The NBR made the suggestions in its observations sent last month to the Bangladesh Bank on the draft Capital Account Transactions (Overseas Equity Investment) Guideline 2019.
The revenue board said that the applicant seeking permission to make overseas investment should not have any cases pending with any tribunal or court on customs duty, income tax and value-added tax.
The applicant entity should have clean track record on the issues and must furnish documents from the relevant agency in respect of tax issues.
The central bank sought opinion of the board and other related agencies on the draft prepared to allow equity investment in abroad by local investors.
It prepared the draft modifying its 2018 draft guideline as per decision of cabinet committee on economic affairs.
In the draft guideline proposes the government to allow an investor to invest up to 20 per cent of his or her average export earnings during the previous five years or 25 per cent of the net wealth, whichever is lower, subject to availability of the fund in the applicant’s export retention quota (ERQ) account.
The government would consider investment proposals on condition of fulfillment of some criteria including having adequate balance in ERQ account and applicant entity has to be financially sound as judged by its audited accounts for the immediate past five years.
The applicant entity should have clean track record in respect of repatriation of export proceeds within the statutory period, four months from the date of shipment or such extension as permitted by the central bank, discharge of import obligations such as having no bill of entry unmatched including local payment against back to back letter of credits.
It should also have clean record of loan payment in the financial system and having no unresolved restructured large loan and tax payment.
In its opinion, the board also requested the central bank to empower it to conduct on-site inspection of the overseas investment made by Bangladeshi entrepreneurs when needed at the cost of the applicant as verification of evidence.
The board also requested the central bank to include a condition of employing maximum number of Bangladeshi nationals at all levels of workforce and management and the percentage of such Bangladeshi employees should not be less than 30 per cent of the total workforce at any time.
The initial capital outflow for the purpose of establishing the company abroad must be repatriated within a reasonable time period as decided by Bangladesh Bank or the proposal evaluation committee, as the case may be, at the time of making decision about the application, said the board.
A senior official of the board recently told New Age that they gave opinion to include the conditions to ensure compliance of applicant with tax regime and increase overseas employment of Bangladeshi nationals.
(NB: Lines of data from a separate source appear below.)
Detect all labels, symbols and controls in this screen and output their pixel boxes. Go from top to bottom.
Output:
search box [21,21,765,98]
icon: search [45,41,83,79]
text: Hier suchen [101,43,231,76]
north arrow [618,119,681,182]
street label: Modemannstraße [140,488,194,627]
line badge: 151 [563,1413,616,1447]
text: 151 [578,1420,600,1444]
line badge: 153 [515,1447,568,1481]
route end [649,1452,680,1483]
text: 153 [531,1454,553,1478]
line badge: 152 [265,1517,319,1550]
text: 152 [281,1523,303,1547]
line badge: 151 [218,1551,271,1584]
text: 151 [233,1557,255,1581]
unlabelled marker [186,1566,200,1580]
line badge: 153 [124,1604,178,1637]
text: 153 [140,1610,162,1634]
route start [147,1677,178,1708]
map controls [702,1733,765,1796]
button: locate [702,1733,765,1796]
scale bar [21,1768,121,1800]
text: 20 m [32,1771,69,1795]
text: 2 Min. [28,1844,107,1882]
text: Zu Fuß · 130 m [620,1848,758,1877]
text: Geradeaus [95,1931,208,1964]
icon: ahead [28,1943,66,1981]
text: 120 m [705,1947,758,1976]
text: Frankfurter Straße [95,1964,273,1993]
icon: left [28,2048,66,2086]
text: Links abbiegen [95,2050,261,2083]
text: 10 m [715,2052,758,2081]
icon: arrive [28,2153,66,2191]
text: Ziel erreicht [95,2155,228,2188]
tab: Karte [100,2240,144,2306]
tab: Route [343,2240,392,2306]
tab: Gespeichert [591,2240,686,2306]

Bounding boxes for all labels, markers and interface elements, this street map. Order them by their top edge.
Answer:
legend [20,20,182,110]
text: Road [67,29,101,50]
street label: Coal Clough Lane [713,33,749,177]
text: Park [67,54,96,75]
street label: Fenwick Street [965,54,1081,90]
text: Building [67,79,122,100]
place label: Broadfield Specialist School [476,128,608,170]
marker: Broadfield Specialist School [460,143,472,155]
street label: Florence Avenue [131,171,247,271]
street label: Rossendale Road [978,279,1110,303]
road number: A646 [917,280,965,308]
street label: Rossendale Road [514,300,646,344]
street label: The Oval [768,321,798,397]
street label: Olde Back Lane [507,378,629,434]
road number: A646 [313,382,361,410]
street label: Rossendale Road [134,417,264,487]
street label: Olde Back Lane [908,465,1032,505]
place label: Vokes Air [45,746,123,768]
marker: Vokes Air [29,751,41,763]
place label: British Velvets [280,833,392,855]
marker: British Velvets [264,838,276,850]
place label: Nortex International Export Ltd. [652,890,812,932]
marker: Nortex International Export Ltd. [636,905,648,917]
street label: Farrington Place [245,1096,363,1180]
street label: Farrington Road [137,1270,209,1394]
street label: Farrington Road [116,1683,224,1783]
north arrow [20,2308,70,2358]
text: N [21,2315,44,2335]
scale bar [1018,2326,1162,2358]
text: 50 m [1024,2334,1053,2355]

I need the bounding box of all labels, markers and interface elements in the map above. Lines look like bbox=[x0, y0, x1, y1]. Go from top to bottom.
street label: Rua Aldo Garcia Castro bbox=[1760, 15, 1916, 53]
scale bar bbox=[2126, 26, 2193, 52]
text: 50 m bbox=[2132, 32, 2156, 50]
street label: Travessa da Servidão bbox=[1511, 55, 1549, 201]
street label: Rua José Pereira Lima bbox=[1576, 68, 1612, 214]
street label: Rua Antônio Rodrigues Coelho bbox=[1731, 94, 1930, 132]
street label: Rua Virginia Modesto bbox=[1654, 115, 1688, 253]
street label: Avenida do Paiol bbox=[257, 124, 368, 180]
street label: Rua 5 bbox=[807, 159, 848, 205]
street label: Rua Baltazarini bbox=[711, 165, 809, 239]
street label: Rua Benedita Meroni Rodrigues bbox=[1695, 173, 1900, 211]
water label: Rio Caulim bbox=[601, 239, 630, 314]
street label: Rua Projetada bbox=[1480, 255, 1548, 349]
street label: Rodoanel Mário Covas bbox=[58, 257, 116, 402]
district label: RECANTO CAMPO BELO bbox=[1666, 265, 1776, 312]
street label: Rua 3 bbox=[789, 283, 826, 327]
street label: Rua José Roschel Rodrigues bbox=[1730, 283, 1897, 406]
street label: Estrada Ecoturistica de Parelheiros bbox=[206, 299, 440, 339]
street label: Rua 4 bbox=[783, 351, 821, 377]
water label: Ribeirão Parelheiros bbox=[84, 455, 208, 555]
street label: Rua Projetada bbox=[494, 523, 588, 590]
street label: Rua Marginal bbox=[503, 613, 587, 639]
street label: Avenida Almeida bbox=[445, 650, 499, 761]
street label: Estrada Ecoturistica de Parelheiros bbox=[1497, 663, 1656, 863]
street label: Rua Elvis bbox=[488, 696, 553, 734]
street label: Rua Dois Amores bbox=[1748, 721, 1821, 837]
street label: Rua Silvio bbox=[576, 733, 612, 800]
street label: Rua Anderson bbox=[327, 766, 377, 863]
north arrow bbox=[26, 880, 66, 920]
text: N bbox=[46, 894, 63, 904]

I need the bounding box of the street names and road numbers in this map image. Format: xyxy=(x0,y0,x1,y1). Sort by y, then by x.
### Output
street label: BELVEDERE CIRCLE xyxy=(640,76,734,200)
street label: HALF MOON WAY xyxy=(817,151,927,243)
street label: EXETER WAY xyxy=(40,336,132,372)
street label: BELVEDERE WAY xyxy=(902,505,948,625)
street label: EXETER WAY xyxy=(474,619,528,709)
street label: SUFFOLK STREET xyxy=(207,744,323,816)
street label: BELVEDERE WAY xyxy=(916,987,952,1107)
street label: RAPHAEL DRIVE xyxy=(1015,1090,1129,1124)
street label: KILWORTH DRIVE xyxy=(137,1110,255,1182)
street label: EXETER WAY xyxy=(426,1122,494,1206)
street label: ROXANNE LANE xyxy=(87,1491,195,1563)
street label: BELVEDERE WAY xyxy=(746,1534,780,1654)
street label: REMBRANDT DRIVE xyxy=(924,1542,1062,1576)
According to the Bangladesh Bank guideline, the investment proposal should have potential for future earnings of foreign exchange, enhancement of export and employment opportunity for Bangladeshi nationals.
The draft guideline also said the investment destinations should preferably be the countries where there was no restriction for Bangladeshi nationals to work and repatriate their earnings to home, and in countries with Bangladesh has double taxation avoidance agreement.
The government would consider investment proposal to the countries from where investment from Bangladesh, repatriation of capital including capital gain, dividend, technical know-how fees and other fees are allowed.
On the other, investment proposals destination to the countries against which sanctions have been imposed by United Nations, European Union, Office of Foreign Assets Control (OFAC) etc, and which has been identified in Financial Action Task Force Public Statements as Jurisdictions with high risks of money laundering and financing to terrorism, and the countries with which Bangladesh has no diplomatic relationships will not be considered.